Faye Pua Hanohano (born December 21, 1953) is an American politician and was a Democratic member of the Hawaii House of Representatives from November 2008 to November 2014 representing District 4. Hanohano is a member of the National Conference of State Legislatures.

==Education==
Hanohano earned her AD in political science from Hawaii Community College, her BA in sociology from the University of Hawaii at Hilo, and earned her MBA from the University of Phoenix.

==Elections==

- 2006 When Democratic Representative Helene Hale retired and left the District 4 seat open, Hanohano won the four-way September 26, 2006, Democratic primary with 1,183 votes (26.0%), and won the three-way November 7, 2006, general election with 3,307 votes (48.6%) against Republican nominee Brian Jordan and Libertarian candidate Aaron Anderson, both of whom had previously sought the seat.
- 2008 Hanohano won the three-way September 20, 2008, Democratic primary with 1,934 votes (42.7%), and won the November 4, 2008, general election with 5,324 votes (50.9%) against Republican nominee Fred Blas.
- 2010 Hanohano won the September 18, 2010, Democratic primary with 2,314 votes (47.4%), and won the November 2, 2010, general election with 4,438 votes (54.0%) against Republican nominee Marlene Hapai.
- 2012 Hanohano was unopposed for the August 11, 2012, Democratic primary, winning with 3,373 votes, and won the November 6, 2012, general election against a nonpartisan candidate.
- 2014 Hanohano ran for re-election, but lost in the democratic primary to Joy A. San Buenaventura, garnering 766 votes (20.4%) versus her opponent's 1,628 votes (43.4%).

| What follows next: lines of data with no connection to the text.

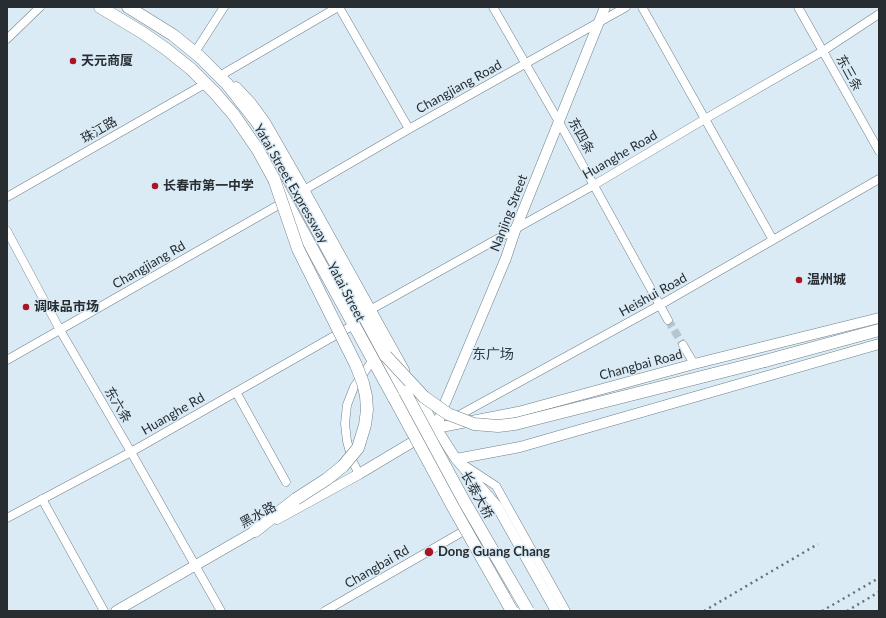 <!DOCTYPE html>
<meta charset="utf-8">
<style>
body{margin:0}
#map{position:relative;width:886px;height:618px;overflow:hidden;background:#daebf6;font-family:Lato,sans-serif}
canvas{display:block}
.frame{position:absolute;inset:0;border:8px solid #272d31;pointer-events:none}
</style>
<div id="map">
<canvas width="886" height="618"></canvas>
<div class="frame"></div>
</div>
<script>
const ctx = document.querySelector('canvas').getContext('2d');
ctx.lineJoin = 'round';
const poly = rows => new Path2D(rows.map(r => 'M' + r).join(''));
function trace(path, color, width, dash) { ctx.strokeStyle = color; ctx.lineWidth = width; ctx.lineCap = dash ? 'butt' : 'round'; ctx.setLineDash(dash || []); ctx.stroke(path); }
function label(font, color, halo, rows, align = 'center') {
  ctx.font = font + ' Lato,"Noto Sans SC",sans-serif'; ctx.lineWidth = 3; ctx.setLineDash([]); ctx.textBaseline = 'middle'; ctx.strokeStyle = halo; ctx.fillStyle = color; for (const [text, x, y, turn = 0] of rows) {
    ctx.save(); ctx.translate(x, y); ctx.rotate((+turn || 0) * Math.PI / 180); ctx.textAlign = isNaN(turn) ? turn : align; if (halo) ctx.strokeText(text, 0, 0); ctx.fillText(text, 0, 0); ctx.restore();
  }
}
const minorTunnel = poly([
 [668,320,683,345]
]);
const minor = poly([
 [339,7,409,129],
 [493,7,559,122,668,320],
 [642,7,773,240],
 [798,7,879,151],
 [7,39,40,7],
 [197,49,224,7],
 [223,74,338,7],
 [304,190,409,129,626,7],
 [7,197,203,85],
 [7,231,60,330,131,452,221,611],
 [370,310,594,185,705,119,823,51,879,14],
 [683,345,694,364],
 [7,360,282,203],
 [236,392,286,482],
 [454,418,660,305,879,179],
 [464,465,496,486,566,611],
 [359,474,352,460,347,441,345,424,347,405,354,387,370,364],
 [42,499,104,611],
 [7,518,131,452,350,327],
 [325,611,462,532]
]);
const major = poly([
 [236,87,251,103,265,122,304,190,404,370],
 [415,391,436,428,456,459,497,506,556,611],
 [436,428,445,403,506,258,516,228,605,7],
 [456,459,520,447,879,344],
 [277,519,359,474,436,428,518,412,694,364,879,318],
 [511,597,519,611],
 [116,611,262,527]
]);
const highway = poly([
 [100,7,143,33,166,49,191,69,215,93,234,115,258,150,394,398],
 [128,7,173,35,200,57,227,84,257,122,270,143,405,392],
 [765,361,879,330],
 [255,531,296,499]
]);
const rail = poly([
 [704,611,818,544],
 [822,611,879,578],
 [847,611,879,592]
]);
const highwayBridge = poly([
 [274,179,298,249,356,365,363,383,366,396,367,410,365,425,358,448,343,466,327,479,296,499],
 [386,356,424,397,448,414,474,424,498,426,515,424,765,361],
 [405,392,464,501,528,611],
 [394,398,453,507,512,611]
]);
const markers = [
 [73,61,4,"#aa1524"],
 [155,186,4,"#aa1524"],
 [799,280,4,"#aa1524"],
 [26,307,4,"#aa1524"],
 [429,552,5,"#aa1524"]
];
const poiNames = [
 ["天元商厦",81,61],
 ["长春市第一中学",163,186],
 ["温州城",807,280],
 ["调味品市场",34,307],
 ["Dong Guang Chang",438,552]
];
const streetNames = [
 ["东三条",849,73,61],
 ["Changjiang Road",459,87,-29],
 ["珠江路",99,130,-30],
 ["东四条",581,136,61],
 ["Huanghe Road",620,155,-30],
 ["Yatai Street Expressway",291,184,60],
 ["Nanjing Street",509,213,-69],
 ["Changjiang Rd",149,265,-30],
 ["Yatai Street",346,292,62],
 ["Heishui Road",653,295,-29],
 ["Changbai Road",641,365,-15],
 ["东六条",118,405,59],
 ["Huanghe Rd",173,414,-30],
 ["长泰大桥",477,495,61],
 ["黑水路",258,515,-29],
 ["Changbai Rd",377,567,-30]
];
const neighbourhoodNames = [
 ["东广场",493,354]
];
trace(minorTunnel, '#b6c5cf', 8, [8, 4]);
trace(minor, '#708089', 9);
trace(major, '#708089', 11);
trace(highway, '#708089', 13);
trace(minor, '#fff', 8);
trace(major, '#fff', 10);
trace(highway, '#fff', 12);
trace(rail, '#677178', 2.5, [2, 4]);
trace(highwayBridge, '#708089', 13, []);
trace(highwayBridge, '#fff', 12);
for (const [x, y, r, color] of markers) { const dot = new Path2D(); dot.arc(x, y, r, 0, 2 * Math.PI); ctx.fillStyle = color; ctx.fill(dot); trace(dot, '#daebf6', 1.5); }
label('bold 13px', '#272d31', '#daebf6', poiNames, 'left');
label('13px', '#272d31', '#daebf6', streetNames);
label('14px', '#2f3d46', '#daebf6', neighbourhoodNames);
</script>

The loss came after Hanohano was involved in a pair of racially charged incidents that garnered widespread local news coverage.
- 2018 Hanohano attempted to win election as a Trustee to the Office of Hawaiian Affairs. She advanced through the primary but failed to gain one of three open seats in the general election, finishing sixth.

==Controversies==
In 2013, Hanohano became offended as workers for Hawaii's State Foundation on Culture and the Arts were hanging several works of art in her capitol office. Hanohano confronted the workers, stating that she did not want any art created by "Haoles, Japs or Pakes" and threatened to cut the department's funding. She later apologized for the racially charged comments in a speech before the House of Representatives whose sincerity would be questioned by local observers.

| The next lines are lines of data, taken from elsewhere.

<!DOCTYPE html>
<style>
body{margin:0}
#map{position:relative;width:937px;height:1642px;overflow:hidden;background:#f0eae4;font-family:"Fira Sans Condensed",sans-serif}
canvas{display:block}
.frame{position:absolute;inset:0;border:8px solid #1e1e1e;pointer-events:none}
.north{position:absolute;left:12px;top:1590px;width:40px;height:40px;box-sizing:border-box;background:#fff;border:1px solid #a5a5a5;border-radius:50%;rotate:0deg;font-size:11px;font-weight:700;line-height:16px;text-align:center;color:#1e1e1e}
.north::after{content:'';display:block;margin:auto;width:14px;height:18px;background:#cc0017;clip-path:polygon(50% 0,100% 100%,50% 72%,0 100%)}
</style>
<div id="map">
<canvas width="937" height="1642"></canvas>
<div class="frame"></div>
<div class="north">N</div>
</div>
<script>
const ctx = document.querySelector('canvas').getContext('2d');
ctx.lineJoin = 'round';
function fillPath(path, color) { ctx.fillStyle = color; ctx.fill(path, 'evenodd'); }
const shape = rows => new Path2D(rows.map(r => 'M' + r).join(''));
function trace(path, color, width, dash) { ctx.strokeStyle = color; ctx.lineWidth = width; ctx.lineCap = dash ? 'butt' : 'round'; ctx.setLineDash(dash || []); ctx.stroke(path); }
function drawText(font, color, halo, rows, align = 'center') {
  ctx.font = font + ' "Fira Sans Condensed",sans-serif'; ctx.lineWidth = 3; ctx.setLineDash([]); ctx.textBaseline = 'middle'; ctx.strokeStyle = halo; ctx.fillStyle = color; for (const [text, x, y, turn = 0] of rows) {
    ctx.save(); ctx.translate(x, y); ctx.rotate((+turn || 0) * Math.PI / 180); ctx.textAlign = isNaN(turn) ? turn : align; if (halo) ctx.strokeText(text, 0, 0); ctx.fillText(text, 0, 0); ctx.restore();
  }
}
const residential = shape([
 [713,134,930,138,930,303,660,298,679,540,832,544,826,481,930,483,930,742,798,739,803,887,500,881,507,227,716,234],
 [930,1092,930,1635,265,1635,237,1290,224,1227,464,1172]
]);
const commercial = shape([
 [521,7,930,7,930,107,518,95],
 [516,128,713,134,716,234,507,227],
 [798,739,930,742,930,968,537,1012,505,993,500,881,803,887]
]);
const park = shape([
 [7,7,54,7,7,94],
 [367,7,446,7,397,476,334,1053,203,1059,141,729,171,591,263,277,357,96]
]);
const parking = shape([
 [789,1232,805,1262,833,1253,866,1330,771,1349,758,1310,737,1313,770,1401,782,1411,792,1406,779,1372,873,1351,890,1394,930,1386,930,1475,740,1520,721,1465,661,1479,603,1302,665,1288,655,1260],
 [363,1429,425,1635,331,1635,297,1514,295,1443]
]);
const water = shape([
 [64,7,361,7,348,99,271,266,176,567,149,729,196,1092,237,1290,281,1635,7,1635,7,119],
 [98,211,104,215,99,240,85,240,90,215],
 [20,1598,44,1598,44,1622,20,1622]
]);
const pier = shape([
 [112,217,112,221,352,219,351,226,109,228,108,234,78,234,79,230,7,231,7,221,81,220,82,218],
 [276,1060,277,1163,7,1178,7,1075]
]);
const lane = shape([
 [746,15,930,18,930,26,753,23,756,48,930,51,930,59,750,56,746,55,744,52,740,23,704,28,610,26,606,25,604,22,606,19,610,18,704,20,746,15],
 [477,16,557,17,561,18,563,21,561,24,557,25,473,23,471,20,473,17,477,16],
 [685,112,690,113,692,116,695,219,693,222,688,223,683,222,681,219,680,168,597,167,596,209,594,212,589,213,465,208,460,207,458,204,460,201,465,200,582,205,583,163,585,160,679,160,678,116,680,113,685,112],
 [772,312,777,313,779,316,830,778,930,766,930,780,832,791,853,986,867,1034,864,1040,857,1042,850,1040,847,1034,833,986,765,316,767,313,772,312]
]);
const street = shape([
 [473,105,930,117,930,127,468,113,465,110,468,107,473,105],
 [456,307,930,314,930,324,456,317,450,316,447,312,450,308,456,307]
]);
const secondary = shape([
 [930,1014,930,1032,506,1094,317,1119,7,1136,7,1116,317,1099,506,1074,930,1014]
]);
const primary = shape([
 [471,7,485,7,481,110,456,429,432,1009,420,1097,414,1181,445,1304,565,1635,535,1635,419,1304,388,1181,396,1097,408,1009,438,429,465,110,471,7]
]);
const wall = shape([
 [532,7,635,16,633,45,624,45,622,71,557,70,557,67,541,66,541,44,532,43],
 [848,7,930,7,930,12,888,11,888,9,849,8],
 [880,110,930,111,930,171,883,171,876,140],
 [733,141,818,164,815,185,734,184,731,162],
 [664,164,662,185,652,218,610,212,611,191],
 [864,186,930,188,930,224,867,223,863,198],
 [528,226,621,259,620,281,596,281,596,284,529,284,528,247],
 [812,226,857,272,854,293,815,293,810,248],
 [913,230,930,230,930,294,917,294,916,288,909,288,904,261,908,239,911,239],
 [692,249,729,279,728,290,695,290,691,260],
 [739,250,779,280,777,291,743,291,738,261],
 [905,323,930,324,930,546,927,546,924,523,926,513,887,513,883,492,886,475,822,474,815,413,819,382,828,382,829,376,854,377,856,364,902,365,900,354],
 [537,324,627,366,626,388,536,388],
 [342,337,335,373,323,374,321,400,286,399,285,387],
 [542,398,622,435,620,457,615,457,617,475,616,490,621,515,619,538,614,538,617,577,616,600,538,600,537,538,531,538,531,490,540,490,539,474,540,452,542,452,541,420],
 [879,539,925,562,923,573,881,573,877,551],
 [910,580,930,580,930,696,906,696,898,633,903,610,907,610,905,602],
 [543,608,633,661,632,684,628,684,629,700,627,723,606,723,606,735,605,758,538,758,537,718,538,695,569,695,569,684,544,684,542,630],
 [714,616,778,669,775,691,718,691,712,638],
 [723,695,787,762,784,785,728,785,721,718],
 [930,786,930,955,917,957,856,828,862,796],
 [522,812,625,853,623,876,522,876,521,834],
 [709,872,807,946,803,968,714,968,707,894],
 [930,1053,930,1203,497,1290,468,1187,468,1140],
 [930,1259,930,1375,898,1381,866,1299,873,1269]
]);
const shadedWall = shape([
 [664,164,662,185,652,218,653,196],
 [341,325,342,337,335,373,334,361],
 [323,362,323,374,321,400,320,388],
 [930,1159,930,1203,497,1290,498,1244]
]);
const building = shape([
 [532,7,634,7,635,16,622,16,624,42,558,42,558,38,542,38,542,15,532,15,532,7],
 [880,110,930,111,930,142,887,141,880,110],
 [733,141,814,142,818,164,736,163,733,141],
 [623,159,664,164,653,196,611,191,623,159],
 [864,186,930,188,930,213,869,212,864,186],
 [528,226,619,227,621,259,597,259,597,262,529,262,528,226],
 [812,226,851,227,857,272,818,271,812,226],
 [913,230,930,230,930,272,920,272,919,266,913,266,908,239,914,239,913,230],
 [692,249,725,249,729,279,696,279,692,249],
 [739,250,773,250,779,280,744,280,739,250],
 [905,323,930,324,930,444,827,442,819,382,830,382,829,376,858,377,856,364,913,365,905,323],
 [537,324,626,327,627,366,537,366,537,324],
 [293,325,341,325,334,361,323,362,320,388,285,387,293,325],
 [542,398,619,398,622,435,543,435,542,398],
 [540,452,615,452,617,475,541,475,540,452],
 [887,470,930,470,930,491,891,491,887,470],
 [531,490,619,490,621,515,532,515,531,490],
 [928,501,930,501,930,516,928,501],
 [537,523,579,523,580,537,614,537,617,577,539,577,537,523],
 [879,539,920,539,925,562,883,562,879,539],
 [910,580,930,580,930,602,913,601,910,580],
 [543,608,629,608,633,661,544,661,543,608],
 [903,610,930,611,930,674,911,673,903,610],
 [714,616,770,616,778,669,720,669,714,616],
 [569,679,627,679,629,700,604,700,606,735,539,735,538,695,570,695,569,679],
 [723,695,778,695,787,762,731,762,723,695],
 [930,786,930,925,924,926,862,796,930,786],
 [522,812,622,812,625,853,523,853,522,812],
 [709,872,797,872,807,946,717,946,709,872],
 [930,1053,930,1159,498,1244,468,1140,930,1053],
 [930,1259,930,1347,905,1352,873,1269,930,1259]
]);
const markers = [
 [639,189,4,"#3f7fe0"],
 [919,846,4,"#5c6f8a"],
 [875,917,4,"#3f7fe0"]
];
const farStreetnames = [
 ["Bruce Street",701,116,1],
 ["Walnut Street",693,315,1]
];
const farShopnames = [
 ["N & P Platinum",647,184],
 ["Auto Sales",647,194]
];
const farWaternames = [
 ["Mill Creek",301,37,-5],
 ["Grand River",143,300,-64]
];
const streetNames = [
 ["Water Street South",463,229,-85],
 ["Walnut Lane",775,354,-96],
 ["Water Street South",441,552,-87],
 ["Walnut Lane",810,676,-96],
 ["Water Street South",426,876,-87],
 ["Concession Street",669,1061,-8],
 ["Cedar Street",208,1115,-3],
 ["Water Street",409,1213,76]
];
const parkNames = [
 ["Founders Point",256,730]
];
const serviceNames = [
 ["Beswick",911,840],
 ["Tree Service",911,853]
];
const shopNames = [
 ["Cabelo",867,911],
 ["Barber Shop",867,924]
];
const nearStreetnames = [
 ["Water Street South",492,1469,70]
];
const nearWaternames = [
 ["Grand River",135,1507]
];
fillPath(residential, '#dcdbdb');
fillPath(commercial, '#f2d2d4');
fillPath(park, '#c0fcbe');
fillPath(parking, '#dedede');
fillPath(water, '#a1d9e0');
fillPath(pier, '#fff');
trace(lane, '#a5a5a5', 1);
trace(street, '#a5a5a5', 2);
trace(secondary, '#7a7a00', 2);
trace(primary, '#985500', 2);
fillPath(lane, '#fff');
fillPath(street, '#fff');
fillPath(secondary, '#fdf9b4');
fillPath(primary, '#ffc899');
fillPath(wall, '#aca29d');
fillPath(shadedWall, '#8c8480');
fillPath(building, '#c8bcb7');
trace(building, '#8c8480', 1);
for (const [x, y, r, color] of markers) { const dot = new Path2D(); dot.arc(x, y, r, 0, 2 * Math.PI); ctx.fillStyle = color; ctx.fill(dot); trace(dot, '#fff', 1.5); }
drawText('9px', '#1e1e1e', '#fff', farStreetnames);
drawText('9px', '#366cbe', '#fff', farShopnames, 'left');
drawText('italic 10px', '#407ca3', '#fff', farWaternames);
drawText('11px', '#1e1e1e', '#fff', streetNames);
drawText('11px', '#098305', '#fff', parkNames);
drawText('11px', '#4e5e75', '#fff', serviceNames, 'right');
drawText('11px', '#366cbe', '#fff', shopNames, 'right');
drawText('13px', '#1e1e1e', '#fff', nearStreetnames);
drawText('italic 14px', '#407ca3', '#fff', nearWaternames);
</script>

In 2014, Hanohano again faced controversy over racially insensitive comments, this time on the floor of the House. During a meeting of the Ocean Management and Hawaiian Affairs committee that she chairs, Rep. Hanohano responded to testimony of Hawaii Pacific University student Aarin Jacobs about measures to protect sea life by angrily demanding to know why "all of you westerners want to come over here and tell us what to do". It was reported on March 1, 2014, that the Hawaiian House of Representatives has launched an investigation into the matter, but that Rep. Hanohano had refused to apologize for the remark.